(Stored data entries)
#####

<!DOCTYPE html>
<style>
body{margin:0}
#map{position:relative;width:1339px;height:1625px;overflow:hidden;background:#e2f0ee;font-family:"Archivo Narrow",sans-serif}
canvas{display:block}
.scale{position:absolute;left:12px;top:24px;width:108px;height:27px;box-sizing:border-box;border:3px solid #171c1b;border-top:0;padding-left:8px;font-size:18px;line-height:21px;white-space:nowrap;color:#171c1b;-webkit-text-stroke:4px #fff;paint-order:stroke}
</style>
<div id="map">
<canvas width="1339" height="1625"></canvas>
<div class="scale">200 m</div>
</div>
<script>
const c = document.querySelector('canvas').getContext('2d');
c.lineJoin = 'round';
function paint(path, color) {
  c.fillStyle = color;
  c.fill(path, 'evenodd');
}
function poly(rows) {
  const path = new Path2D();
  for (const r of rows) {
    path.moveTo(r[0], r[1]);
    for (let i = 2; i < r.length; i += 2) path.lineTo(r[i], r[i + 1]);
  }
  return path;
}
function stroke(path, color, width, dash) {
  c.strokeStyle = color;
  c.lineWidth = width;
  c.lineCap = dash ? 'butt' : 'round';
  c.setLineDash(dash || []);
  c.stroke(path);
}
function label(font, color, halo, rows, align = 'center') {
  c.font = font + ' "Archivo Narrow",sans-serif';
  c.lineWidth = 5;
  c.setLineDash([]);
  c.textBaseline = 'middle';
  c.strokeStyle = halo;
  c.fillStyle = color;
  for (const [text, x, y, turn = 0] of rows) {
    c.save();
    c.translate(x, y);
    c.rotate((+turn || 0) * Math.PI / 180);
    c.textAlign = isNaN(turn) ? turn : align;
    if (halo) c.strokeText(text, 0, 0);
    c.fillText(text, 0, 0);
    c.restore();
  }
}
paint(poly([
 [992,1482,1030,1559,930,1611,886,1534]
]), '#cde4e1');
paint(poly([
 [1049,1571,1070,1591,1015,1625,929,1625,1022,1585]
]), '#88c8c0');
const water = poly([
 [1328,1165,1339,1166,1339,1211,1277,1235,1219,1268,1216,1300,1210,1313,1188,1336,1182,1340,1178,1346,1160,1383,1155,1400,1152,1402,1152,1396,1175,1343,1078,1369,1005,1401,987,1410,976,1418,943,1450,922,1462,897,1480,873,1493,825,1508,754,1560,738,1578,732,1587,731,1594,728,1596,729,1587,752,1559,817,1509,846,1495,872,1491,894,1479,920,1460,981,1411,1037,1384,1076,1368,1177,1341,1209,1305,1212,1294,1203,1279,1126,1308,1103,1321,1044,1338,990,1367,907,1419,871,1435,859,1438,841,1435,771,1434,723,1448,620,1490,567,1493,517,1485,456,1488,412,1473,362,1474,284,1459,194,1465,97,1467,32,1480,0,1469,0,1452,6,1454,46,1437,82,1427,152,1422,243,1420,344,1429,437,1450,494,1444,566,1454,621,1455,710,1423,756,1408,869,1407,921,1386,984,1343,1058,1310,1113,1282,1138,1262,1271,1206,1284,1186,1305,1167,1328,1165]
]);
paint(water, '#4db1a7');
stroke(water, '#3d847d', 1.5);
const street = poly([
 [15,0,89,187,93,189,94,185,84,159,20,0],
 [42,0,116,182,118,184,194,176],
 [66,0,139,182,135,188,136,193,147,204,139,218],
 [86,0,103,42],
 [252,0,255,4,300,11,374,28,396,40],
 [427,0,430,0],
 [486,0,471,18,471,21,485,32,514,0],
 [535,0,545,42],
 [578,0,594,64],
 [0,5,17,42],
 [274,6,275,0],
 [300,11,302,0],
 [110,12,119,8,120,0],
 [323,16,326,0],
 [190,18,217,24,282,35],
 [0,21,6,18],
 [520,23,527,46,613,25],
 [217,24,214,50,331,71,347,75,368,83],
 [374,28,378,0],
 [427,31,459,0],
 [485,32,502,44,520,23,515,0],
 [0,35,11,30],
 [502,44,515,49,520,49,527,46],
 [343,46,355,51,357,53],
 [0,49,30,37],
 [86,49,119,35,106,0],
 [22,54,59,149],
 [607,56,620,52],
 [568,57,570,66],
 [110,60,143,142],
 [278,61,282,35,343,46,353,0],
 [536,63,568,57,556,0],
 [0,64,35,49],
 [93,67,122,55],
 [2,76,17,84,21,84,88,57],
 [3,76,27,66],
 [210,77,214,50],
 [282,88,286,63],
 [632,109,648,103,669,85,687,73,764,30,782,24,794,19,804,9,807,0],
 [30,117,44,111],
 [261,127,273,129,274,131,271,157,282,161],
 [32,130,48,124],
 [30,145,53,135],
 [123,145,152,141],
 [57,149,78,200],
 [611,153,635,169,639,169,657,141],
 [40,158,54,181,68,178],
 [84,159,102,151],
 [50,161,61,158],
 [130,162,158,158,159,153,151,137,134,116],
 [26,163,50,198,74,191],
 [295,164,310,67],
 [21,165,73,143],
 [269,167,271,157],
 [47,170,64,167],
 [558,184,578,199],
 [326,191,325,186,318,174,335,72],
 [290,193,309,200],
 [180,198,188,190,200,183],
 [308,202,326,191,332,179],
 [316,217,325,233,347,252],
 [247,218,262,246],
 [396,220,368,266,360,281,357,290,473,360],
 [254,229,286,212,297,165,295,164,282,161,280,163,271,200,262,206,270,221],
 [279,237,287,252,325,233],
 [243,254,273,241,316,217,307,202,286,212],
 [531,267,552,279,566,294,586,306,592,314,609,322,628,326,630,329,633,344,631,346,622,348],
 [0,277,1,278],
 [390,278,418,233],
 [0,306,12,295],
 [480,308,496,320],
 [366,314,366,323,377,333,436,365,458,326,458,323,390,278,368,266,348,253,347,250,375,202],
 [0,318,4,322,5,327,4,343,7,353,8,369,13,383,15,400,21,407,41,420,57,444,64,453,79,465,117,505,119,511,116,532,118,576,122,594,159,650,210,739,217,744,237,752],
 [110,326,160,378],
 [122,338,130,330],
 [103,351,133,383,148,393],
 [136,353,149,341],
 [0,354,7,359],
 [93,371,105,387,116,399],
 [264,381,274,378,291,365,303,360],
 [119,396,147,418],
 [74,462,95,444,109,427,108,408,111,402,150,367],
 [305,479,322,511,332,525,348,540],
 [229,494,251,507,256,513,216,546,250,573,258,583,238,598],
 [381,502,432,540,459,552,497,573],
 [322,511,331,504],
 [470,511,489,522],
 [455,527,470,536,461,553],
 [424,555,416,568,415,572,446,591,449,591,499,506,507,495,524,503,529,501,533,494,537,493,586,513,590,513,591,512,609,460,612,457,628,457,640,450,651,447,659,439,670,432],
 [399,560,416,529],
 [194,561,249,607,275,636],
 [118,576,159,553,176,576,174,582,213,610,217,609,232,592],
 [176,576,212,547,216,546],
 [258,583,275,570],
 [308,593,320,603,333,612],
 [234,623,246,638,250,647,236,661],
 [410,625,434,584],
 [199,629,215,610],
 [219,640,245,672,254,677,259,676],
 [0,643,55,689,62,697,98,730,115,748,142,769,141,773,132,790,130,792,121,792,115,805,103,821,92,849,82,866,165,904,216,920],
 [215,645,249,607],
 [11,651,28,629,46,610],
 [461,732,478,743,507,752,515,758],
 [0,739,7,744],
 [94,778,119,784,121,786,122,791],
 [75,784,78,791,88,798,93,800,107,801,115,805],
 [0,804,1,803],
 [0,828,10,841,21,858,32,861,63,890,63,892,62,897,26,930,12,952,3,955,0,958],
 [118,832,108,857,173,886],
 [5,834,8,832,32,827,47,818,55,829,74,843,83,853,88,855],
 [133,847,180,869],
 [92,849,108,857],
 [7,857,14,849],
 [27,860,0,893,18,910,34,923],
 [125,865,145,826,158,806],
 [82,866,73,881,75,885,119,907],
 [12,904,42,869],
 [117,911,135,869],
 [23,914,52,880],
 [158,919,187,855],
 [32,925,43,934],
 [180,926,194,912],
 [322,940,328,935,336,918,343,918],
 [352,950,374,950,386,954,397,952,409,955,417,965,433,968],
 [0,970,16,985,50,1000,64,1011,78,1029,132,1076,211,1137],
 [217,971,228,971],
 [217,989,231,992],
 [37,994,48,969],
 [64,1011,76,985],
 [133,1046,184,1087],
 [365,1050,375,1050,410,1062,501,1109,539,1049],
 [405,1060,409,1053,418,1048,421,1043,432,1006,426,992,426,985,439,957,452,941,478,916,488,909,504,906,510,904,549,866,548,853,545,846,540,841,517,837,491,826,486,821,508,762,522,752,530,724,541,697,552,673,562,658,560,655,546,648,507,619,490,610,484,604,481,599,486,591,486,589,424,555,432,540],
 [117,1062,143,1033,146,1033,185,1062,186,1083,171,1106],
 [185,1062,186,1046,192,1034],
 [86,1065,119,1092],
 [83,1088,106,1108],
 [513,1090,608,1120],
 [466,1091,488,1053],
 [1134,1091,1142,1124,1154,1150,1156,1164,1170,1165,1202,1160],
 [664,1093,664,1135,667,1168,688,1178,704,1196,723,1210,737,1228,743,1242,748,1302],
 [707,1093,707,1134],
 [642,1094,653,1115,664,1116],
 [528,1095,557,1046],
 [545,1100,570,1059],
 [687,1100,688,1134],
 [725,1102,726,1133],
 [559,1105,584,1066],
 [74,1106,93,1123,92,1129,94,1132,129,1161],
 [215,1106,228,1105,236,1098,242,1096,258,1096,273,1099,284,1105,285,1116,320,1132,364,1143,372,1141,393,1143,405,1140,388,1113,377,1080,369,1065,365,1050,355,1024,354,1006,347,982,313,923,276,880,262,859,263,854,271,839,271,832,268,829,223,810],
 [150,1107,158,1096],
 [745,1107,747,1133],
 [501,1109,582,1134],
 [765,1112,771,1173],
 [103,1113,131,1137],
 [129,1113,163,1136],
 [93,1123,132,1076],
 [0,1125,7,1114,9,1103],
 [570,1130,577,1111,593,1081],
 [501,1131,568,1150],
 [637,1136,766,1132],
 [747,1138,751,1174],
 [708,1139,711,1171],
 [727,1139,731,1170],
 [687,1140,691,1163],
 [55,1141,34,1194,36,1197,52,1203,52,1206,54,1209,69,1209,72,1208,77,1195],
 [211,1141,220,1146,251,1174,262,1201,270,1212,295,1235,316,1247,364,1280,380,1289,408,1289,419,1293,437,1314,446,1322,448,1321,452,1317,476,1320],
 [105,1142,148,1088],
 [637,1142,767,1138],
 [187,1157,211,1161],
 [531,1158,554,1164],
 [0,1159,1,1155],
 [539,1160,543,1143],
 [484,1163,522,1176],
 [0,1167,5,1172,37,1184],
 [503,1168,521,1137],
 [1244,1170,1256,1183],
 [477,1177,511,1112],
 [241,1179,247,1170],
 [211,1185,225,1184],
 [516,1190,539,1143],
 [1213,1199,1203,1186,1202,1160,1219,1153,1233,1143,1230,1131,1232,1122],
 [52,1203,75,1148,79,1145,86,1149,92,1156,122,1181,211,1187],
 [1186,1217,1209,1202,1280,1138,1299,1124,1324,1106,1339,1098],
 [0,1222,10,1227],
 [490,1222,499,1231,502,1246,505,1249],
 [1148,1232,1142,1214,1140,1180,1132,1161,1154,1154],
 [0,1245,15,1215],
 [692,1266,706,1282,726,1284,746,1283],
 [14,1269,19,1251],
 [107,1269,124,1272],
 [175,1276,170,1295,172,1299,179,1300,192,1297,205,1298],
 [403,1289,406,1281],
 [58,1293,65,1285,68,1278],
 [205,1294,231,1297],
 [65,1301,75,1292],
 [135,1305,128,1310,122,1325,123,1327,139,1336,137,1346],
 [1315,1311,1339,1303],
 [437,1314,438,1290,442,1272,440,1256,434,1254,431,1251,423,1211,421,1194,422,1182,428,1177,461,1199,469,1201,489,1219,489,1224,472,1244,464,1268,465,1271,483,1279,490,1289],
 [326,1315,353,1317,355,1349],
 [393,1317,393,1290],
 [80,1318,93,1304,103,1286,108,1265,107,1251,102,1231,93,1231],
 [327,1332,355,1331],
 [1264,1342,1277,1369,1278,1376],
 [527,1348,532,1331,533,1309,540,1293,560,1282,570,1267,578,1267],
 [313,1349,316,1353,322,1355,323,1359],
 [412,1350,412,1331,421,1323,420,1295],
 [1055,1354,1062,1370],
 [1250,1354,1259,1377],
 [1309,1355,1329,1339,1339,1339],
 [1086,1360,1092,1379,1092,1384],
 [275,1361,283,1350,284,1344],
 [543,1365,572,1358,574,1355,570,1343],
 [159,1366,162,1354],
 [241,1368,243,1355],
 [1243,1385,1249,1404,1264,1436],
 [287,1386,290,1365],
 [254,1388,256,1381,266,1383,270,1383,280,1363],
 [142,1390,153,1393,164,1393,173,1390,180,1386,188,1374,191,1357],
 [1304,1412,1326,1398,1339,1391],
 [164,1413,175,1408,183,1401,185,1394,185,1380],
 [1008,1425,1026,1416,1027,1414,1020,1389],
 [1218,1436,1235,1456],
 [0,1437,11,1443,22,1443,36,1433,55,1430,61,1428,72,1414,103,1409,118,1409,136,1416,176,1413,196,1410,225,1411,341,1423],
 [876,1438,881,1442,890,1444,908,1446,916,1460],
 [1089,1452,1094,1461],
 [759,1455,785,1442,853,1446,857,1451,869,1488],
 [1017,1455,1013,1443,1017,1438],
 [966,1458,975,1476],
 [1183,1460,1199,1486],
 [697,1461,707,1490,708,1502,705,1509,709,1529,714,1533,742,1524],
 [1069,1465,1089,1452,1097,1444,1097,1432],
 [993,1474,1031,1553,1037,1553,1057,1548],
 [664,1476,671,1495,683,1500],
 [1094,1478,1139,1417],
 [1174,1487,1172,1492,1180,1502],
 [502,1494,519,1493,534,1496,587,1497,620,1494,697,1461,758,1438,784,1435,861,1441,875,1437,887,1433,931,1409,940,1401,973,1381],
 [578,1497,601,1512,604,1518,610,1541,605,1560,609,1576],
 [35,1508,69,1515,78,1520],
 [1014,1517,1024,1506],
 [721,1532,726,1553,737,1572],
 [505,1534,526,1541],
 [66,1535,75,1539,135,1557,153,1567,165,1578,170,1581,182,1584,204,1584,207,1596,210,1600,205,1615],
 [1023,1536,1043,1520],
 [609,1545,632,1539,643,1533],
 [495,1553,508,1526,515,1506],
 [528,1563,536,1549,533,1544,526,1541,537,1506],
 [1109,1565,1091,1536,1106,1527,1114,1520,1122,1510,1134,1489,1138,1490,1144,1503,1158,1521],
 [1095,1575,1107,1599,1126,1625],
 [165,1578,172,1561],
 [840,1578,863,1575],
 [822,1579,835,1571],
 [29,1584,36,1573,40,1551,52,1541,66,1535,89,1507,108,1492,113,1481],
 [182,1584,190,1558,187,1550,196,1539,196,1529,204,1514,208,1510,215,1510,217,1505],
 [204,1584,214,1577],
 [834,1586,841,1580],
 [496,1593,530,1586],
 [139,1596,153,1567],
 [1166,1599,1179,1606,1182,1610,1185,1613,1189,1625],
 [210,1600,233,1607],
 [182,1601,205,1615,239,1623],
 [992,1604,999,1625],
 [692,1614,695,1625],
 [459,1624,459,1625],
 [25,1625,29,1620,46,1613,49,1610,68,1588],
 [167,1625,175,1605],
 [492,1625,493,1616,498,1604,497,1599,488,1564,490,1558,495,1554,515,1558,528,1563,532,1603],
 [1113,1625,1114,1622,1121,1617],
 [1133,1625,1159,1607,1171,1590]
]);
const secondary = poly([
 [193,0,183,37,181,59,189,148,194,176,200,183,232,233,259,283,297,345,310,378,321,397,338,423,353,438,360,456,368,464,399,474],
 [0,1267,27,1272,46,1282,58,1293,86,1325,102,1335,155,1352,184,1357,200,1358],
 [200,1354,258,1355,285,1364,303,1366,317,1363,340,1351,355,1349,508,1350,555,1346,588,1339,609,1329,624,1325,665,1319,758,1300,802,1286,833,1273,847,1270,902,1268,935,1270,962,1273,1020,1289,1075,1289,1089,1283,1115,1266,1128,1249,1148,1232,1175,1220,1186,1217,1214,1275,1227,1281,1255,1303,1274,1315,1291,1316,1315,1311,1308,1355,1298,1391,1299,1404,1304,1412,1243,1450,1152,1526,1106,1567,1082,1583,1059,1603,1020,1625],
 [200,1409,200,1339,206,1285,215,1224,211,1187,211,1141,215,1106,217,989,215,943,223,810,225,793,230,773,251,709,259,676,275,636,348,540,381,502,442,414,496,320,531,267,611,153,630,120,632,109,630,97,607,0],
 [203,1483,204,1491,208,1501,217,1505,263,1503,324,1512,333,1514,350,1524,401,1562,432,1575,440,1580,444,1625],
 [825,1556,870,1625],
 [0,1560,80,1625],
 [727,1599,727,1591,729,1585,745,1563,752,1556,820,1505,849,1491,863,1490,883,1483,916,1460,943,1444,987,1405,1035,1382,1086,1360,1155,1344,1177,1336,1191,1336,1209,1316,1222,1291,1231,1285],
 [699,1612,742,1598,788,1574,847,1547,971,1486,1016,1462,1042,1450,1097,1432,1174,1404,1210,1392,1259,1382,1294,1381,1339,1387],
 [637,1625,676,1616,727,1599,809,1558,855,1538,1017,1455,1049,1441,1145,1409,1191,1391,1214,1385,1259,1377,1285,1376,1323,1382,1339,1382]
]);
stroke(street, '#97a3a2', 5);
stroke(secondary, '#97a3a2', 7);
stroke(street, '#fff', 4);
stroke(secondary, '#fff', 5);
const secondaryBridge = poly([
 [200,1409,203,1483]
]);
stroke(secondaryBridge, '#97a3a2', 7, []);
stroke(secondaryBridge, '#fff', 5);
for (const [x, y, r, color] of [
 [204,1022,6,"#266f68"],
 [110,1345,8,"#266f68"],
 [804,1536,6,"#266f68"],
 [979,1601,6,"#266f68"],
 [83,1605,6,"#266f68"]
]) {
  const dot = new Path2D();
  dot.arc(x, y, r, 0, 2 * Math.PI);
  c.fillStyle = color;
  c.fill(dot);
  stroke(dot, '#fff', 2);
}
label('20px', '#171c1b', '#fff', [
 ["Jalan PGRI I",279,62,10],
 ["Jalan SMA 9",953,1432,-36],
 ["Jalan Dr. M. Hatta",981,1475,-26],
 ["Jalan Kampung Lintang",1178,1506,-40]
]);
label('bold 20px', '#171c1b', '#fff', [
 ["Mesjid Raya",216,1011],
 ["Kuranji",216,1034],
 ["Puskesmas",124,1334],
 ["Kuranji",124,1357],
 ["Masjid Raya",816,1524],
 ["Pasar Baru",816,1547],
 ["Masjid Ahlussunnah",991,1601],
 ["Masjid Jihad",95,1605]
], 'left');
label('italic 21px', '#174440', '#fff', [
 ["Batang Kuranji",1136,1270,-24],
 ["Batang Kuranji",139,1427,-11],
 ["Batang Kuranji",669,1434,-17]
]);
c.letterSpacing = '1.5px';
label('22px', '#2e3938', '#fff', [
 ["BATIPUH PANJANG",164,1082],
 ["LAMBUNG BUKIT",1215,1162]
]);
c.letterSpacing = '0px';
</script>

#####

[What to do]:
Output an exact copy of the lines from the one holding "c.fill(dot);" to the last line of the data, inclusive, and nothing beyond that range.

[Solution for this problem]:
  c.fill(dot);
  stroke(dot, '#fff', 2);
}
label('20px', '#171c1b', '#fff', [
 ["Jalan PGRI I",279,62,10],
 ["Jalan SMA 9",953,1432,-36],
 ["Jalan Dr. M. Hatta",981,1475,-26],
 ["Jalan Kampung Lintang",1178,1506,-40]
]);
label('bold 20px', '#171c1b', '#fff', [
 ["Mesjid Raya",216,1011],
 ["Kuranji",216,1034],
 ["Puskesmas",124,1334],
 ["Kuranji",124,1357],
 ["Masjid Raya",816,1524],
 ["Pasar Baru",816,1547],
 ["Masjid Ahlussunnah",991,1601],
 ["Masjid Jihad",95,1605]
], 'left');
label('italic 21px', '#174440', '#fff', [
 ["Batang Kuranji",1136,1270,-24],
 ["Batang Kuranji",139,1427,-11],
 ["Batang Kuranji",669,1434,-17]
]);
c.letterSpacing = '1.5px';
label('22px', '#2e3938', '#fff', [
 ["BATIPUH PANJANG",164,1082],
 ["LAMBUNG BUKIT",1215,1162]
]);
c.letterSpacing = '0px';
</script>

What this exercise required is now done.